The internet has replaced traditional media jobs with opportunities in interactive media and digital publishing. Here’s how to get your foot in the door with the media employers who are actually hiring.
Media jobs are attractive career opportunities for recent college grads and communications professionals just starting out in their careers. But the media landscape has shifted, making it even more difficult to land a job in TV, publishing and other fields.
To get hired, communications and journalism majors need to expand their search to include non-traditional media jobs and follow a strategy that helps them stand out from the scores of entry-level jobseekers fighting for paid media positions.
Where Did All the Media Jobs Go?
There aren’t nearly as many traditional media jobs as there used to be. Over the past decade, the internet has displaced traditional media as a primary resource for consumers of news and information in the U.S. and around the world.
According to research conducted by ZenithOptimedia, between 2010 and 2014 consumer spending on internet media grew by 84 percent. During the same time period, consumers decreased the amount they spent on traditional media like TV (-6%), print magazines (-19%) and print newspapers (-25.6%).
The good news is that consumers are spending more than ever on media. But instead of spending their hard-earned dollars on traditional media, they’re spending them on digital media — which (not coincidentally) is the one sector where media jobs are growing in leaps and bounds.
Where Are the New Media Jobs?
With traditional media jobs few and far between, jobseekers are turning to new media employers to launch and advance their careers. The media sector is extremely diverse and offers a variety of jobs for qualified applicants.
Some of the most promising sectors for media jobs currently include:
- Digital Publishing – Demand for digital content is at an all-time high. From online media sites and blogs to e-books and business reports, internet users have an appetite for consuming content on their devices — creating a need for individuals who are skilled at developing, creating and distributing many different types of digital publications.

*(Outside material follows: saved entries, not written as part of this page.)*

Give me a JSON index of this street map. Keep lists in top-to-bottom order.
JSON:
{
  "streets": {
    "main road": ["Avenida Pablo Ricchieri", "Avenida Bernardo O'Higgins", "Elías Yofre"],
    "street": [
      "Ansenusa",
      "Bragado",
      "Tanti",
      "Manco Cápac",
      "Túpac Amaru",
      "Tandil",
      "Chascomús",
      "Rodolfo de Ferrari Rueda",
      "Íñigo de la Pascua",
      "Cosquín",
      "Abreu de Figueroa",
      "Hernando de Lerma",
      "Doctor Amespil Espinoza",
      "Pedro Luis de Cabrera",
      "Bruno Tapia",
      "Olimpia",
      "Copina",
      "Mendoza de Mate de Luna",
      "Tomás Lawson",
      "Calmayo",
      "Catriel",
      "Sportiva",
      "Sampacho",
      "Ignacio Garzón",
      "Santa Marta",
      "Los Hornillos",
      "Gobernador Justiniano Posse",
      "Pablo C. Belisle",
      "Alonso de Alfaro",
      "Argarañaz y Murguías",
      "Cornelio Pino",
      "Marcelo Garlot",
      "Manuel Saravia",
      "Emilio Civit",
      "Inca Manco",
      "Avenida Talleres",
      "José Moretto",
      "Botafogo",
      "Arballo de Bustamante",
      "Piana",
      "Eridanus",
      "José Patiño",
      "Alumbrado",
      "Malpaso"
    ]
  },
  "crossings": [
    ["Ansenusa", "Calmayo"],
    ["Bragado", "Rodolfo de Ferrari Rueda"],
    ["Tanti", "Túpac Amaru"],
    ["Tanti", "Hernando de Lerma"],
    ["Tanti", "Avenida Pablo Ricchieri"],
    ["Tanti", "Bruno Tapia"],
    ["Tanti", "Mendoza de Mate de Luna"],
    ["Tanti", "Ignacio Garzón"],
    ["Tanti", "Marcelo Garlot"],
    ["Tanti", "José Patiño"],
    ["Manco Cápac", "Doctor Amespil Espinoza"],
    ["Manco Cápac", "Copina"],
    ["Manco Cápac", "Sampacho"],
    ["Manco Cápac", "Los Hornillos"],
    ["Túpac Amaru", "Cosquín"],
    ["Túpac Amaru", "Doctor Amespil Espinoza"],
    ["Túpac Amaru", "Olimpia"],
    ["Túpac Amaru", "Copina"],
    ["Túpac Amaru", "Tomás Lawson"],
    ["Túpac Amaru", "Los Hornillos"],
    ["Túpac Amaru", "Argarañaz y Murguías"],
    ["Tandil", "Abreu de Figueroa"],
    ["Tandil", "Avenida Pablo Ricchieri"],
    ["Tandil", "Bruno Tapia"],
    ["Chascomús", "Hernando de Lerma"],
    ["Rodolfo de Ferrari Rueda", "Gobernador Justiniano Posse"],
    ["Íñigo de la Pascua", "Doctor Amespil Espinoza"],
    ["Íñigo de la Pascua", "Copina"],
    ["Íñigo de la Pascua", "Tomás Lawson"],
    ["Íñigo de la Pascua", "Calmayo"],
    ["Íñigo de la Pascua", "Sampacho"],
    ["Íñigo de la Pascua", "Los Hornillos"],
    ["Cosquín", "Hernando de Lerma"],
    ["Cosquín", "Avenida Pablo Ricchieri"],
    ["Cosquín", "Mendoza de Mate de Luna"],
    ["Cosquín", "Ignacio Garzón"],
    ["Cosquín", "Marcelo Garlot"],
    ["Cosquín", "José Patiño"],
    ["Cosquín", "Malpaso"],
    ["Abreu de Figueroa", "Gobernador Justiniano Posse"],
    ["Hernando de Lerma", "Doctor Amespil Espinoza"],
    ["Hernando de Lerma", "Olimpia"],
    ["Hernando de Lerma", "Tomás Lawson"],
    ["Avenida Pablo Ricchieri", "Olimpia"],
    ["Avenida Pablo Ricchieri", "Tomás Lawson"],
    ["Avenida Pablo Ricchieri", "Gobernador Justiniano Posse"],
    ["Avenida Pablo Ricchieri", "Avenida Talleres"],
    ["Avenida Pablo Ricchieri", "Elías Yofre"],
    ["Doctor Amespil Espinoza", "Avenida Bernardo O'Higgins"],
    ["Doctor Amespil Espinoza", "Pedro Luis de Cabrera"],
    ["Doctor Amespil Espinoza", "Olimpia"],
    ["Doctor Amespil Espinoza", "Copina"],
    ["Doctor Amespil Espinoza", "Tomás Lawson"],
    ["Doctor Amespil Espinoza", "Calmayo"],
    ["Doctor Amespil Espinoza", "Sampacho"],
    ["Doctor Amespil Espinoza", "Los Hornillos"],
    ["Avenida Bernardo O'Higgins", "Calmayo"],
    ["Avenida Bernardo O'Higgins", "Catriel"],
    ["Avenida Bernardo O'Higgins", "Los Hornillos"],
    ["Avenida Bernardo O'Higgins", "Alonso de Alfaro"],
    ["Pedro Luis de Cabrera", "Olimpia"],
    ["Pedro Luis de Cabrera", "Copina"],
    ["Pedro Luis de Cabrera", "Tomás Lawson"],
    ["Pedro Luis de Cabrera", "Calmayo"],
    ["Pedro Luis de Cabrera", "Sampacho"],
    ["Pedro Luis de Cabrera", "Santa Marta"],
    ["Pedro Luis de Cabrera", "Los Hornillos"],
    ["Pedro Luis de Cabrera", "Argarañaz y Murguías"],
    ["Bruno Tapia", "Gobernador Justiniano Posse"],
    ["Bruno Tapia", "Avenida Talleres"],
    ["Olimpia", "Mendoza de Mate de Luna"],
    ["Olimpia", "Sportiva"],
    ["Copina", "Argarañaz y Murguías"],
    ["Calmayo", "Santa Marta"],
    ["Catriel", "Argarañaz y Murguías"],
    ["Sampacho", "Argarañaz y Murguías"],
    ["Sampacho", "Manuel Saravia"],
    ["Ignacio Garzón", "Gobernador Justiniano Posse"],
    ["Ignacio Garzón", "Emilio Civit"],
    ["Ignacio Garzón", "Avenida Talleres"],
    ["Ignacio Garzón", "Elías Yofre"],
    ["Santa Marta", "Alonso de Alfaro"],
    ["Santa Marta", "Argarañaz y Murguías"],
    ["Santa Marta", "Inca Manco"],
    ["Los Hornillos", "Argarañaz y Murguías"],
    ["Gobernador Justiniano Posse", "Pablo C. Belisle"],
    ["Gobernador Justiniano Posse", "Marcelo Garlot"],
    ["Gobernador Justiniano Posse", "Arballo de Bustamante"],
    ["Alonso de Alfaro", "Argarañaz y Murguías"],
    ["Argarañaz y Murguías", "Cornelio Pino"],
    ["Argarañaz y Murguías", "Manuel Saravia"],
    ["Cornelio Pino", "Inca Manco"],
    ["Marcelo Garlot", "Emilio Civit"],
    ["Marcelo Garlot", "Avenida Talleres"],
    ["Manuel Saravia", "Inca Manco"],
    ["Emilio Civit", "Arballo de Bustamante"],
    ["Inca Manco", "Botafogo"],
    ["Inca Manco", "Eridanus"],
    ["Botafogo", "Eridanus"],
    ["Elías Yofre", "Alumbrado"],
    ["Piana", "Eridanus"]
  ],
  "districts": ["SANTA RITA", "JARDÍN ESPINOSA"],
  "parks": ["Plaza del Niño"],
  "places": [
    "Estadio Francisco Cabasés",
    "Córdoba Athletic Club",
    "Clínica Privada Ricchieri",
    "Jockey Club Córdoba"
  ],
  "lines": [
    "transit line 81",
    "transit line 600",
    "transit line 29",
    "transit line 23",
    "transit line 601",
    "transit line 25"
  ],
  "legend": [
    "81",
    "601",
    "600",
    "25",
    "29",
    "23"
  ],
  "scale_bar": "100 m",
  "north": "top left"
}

- Interactive Media – The internet has also created demand for interactive media (games, video, etc.) that allows users to interact with content in ways that weren’t possible through traditional media platforms.

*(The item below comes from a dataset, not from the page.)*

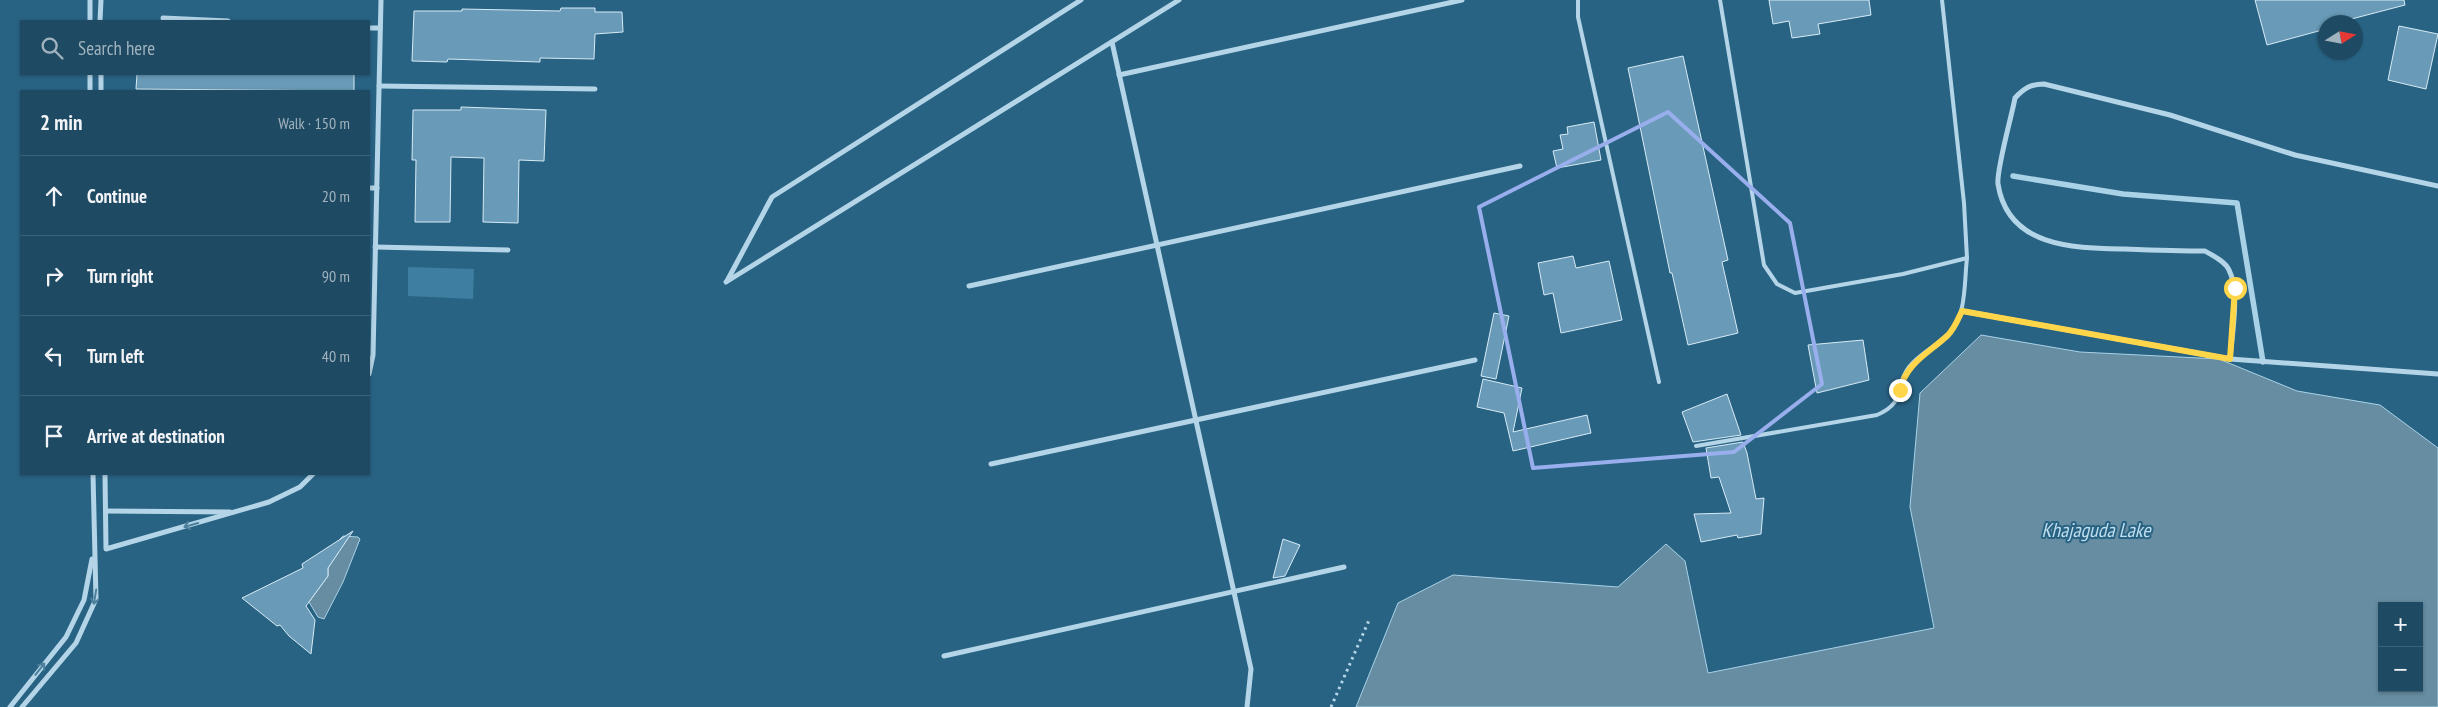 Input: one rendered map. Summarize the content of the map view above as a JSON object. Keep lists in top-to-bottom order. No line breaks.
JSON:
{"water":["Khajaguda Lake"],"north":"right","page":{"search":"Search here","heading":["2 min","Walk · 150 m"],"list":[["Continue","20 m"],["Turn right","90 m"],["Turn left","40 m"],"Arrive at destination"],"map_buttons":["+","−"]}}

- PR & Digital Marketing – Many media professionals are making the leap from traditional media outlets to public relations and digital marketing agencies that specialize in telling stories for their clients. You won’t win a Pulitzer, but the work can be interesting and it will allow you to earn a living using your creativity and media skills.

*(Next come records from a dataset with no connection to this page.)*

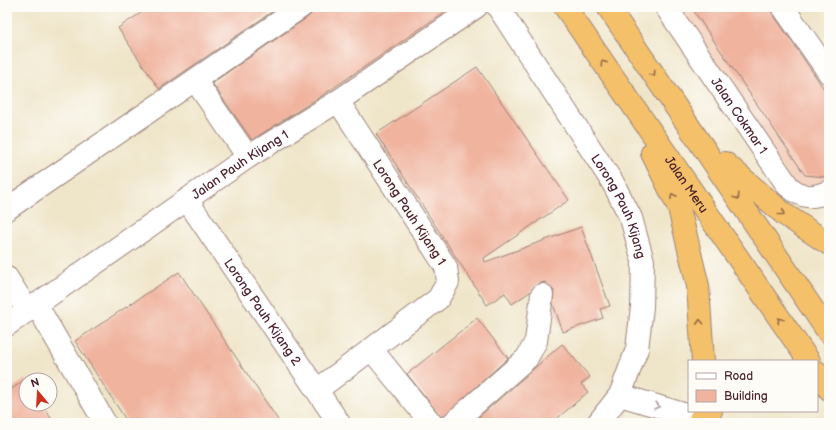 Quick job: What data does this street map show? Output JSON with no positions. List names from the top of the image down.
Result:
{
  "streets": {
    "highway": ["Jalan Meru"],
    "street": [
      "Jalan Cokmar 1",
      "Jalan Pauh Kijang 1",
      "Lorong Pauh Kijang",
      "Lorong Pauh Kijang 1",
      "Lorong Pauh Kijang 2"
    ]
  },
  "crossings": [
    ["Jalan Pauh Kijang 1", "Lorong Pauh Kijang 1"],
    ["Jalan Pauh Kijang 1", "Lorong Pauh Kijang 2"],
    ["Lorong Pauh Kijang 1", "Lorong Pauh Kijang 2"]
  ],
  "legend": ["Road", "Building"],
  "north": "top"
} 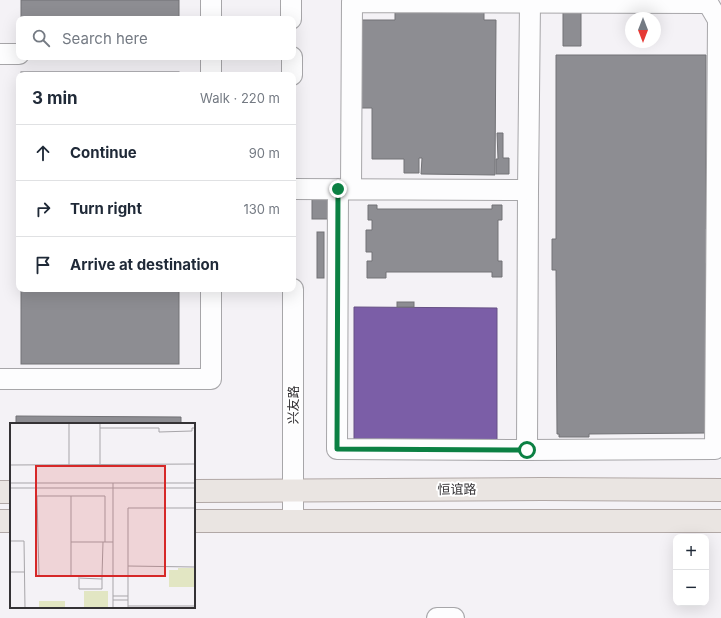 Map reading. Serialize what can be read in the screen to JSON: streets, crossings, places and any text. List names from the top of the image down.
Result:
{
  "streets": {
    "main road": ["恒谊路"],
    "street": ["兴友路"]
  },
  "crossings": [
    ["兴友路", "恒谊路"]
  ],
  "north": "bottom",
  "page": {
    "search": "Search here",
    "heading": ["3 min", "Walk · 220 m"],
    "list": [
      ["Continue", "90 m"],
      ["Turn right", "130 m"],
      "Arrive at destination"
    ],
    "map_buttons": ["+", "−"]
  }
}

Although these sectors offer more job opportunities than traditional media, positions can be low paying. To land a job with a decent salary and the potential for advancement, you’ll need a degree in strategic communication, journalism or digital media as well as internships that demonstrate hands-on experience in the field.
Tips for Landing a Media Job
The media job market continues to be a highly competitive employment landscape. As a media industry jobseeker, you’ll need to cultivate your skill set and strategically position yourself as a quality hire. Here’s how to get started …
Know your industry.
The best media employers value competency. It’s not enough to be capable of doing the job you’re applying for — you need to demonstrate a level of mastery in your chosen profession. Be prepared to provide employers with clips or reels that showcase your abilities.
In addition to knowing your job, you need to know your industry, i.e. the people, trends and conversations that dominate your specific media sector. By investing time and energy in understanding the issues that are important to media employers, you can create an advantage by appearing more informed and intelligent than other candidates.
Is it better to be average at a bunch of things or excel in one or two things? In media, successful job candidates are often the ones that differentiate themselves by specializing in a skill, market or media format.
For example, a journalist with a proven track record in a specific beat is preferable to an all-purpose writer that has never specialized in the media outlet’s area of focus. Similarly, for online publications, an editor with digital publishing experience is a much better hire than an experienced print editor.
Do yourself a favor: Find your niche and look for ways to effectively communicate it to prospective employers.
Consider freelance opportunities.
In today’s media environment, freelance or gig work is how many professionals get their feet in the door with top employers. While some media pros find that they actually prefer the lifestyle of an independent contractor and freelance long term, others take the freelance-to-full time route and use contract work as a stepping stone to a salaried position.
One of the benefits of freelance work is that creates opportunities for professionals to routinely interact with executives and decision makers. With the right approach, a gig is never just a gig — it’s a chance to prove yourself to a full-time employer.